Texto: Emiliano Baigorri Theyler / Fotos: Fernando González Panzi. 

Mordeduras de viento

Durante varias noches seguidas en el Convento de San Francisco, la hermana F reza arrodillada sobre el cemento frío, frente a la imagen de Cristo Crucificado. Esta devoción, aunque reciente, no resulta novedosa para F, que siempre sospechó de sí misma una capacidad apabullante de autosacrificio, ni para sus hermanas de clausura que siempre la han considerado un tanto excesiva en sus demostraciones de fe. En una primera quincena, la hermana F reza durante cuatro horas seguidas por día. Al cabo de este período, decide duplicar el tiempo. Casi no duerme y apenas come, sin embargo nunca deja de realizar sus actividades diurnas en reemplazo. Sus compañeras se preocupan. La Hermana Superiora, avisada del acontecimiento, intenta convencer a F para que modere aquella práctica. Primero, con palabras dulces y sencillas. Luego, la amonesta con severidad argumentando que la conducta de F resulta no sólo indecorosa para sus compañeras, sino también para los ojos de Dios. Es un exceso. Una falta de humildad, dice la Hermana Superiora.  

F resiste en su propósito durante otros quince días consecutivos. Sus rodillas deformadas son la prueba de su devoción. El convento, superado el momento de desaprobación, se conmueve prodigiosamente. Todas las hermanas, bajo la influencia de la Hermana Superiora, se convencen de estar frente a la presencia de una santa. 
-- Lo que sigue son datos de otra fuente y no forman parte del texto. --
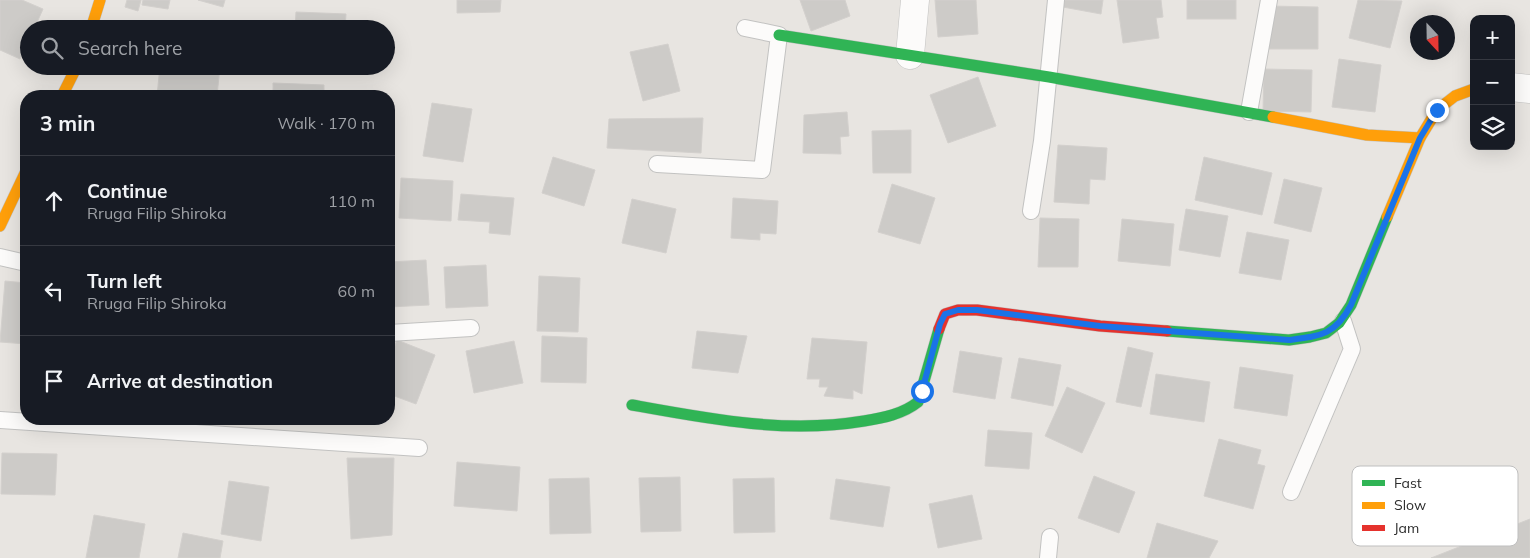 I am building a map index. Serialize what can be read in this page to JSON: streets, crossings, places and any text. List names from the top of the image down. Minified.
{"legend":["Fast","Slow","Jam"],"north":"bottom","page":{"map_buttons":["+","−"],"search":"Search here","heading":["3 min","Walk · 170 m"],"list":[["Continue","Rruga Filip Shiroka","110 m"],["Turn left","Rruga Filip Shiroka","60 m"],"Arrive at destination"]}}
El Abad Principal de la provincia arriba en las primeras horas de ese domingo. Por la noche conversa durante dos horas seguidas junto a F, los dos arrodillados frente a Cristo Crucificado. Las palabras dan fruto. El Abad logra convencer a F de dedicar su tiempo a tareas más acordes a la entereza y determinación que demuestra. El Abad y F se retiran a sus aposentos. Minutos más tarde, la hermana encargada de apagar las velas y cerrar las puertas de la iglesia del convento es testigo de las primeras lágrimas de sangre que emergen de los ojos del Cristo Crucificado. Desde el primer momento el milagro se atribuye a la piedad de F. La noticia corre rápido. 

Los diarios locales dan forma al fenómeno: explican las virtudes de F e inventan extraordinarias biografías. La gente se moviliza hacia el convento y acampa a sus puertas. Todos quieren ver la sangre, todos quieren sentir la santa presencia de F. 
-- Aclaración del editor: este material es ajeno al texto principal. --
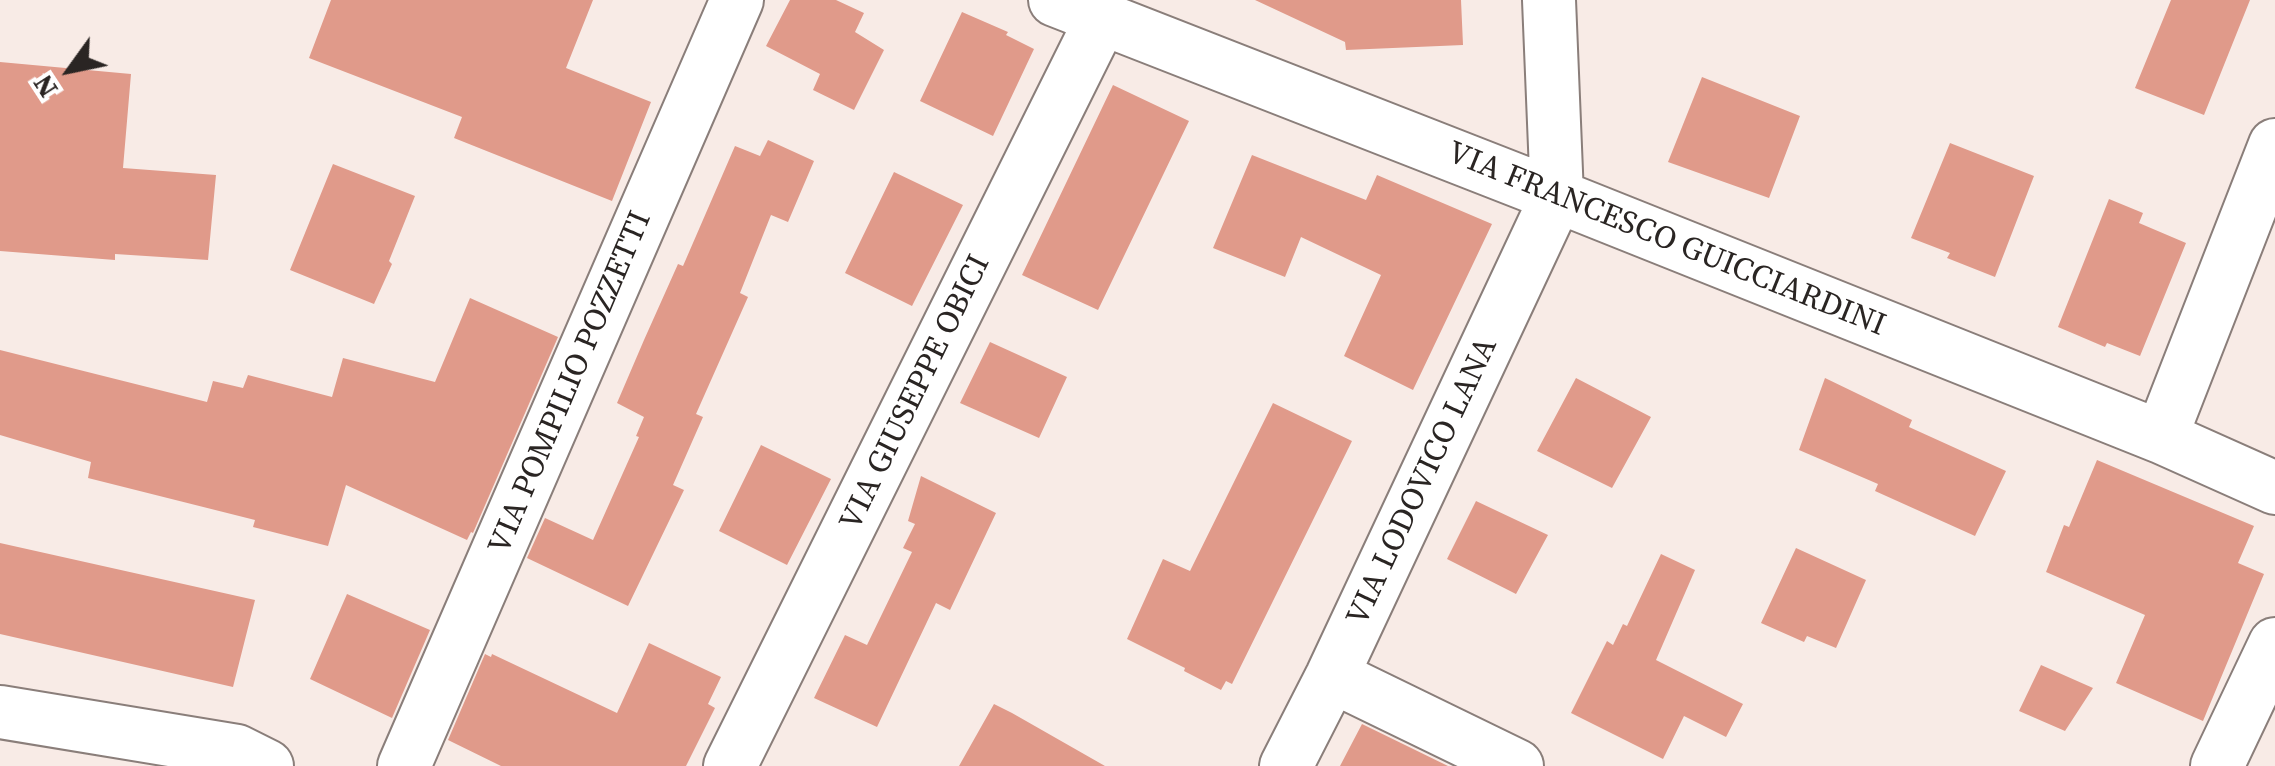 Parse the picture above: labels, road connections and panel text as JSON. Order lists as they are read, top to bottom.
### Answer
{
  "streets": {
    "street": [
      "VIA FRANCESCO GUICCIARDINI",
      "VIA POMPILIO POZZETTI",
      "VIA GIUSEPPE OBICI",
      "VIA LODOVICO LANA"
    ]
  },
  "crossings": [
    ["VIA FRANCESCO GUICCIARDINI", "VIA GIUSEPPE OBICI"],
    ["VIA FRANCESCO GUICCIARDINI", "VIA LODOVICO LANA"]
  ],
  "north": "bottom left"
}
La Hermana Superiora se suicida el martes. Los testimonios afirman que alrededor de las diez de la noche pudo verse, desde la vereda que rodea la entrada del convento, el cuerpo de la Hermana Superiora cayendo desde una de las ventanas de la torre de la iglesia. Las autoridades eclesiásticas anuncian en notas de prensa que se están investigando los hechos. El obispado nacional envía a Ciudad X al párroco D, teólogo y doctorado en ciencias químicas. D tiene que resolver todas las aristas del caso: determinar la supuesta santidad de F y esclarecer las circunstancias de la muerte de la Hermana Superiora. D tiene que hallar una respuesta clara para todo el asunto.  

Por su parte, las autoridades políticas, comerciales e industriales de la ciudad especulan con los beneficios económicos indirectos que la nueva santa trae consigo para la comunidad de Ciudad X. Si es que el milagro de las lágrimas se confirma. La muerte de la Hermana Superiora complica todo, claro está. La llegada de D los incomoda, si bien apuestan a congraciarse con él. 

A D le alcanza una noche y dos días para resolver el caso. No avisa, sin embargo, a las autoridades eclesiásticas. Visita, en cambio, a las autoridades seculares locales. Les da a entender: todo se trata de un artilugio, una trampa planeada por la Hermana Superiora y la blanda y manipulable F. Lo único que descarto de plano en todo esto, es una intervención divina, dice D. Quizá sí intervino, además de F y de la Hermana Superiora, alguien más, pero lo dudo. No estoy en condiciones de afirmar que F haya matado a la Hermana Superiora. Tampoco puedo asegurar que se trató de un suicidio, agrega. Las autoridades locales se miran sin entender. D continúa: F  está convencida de su misión divina. Por ella no hay que temer. Sólo deben facilitarle el camino, remata D, categórico. La reunión se resuelve con una cifra y un arreglo en efectivo. El párroco se despide y regresa a su hotel. 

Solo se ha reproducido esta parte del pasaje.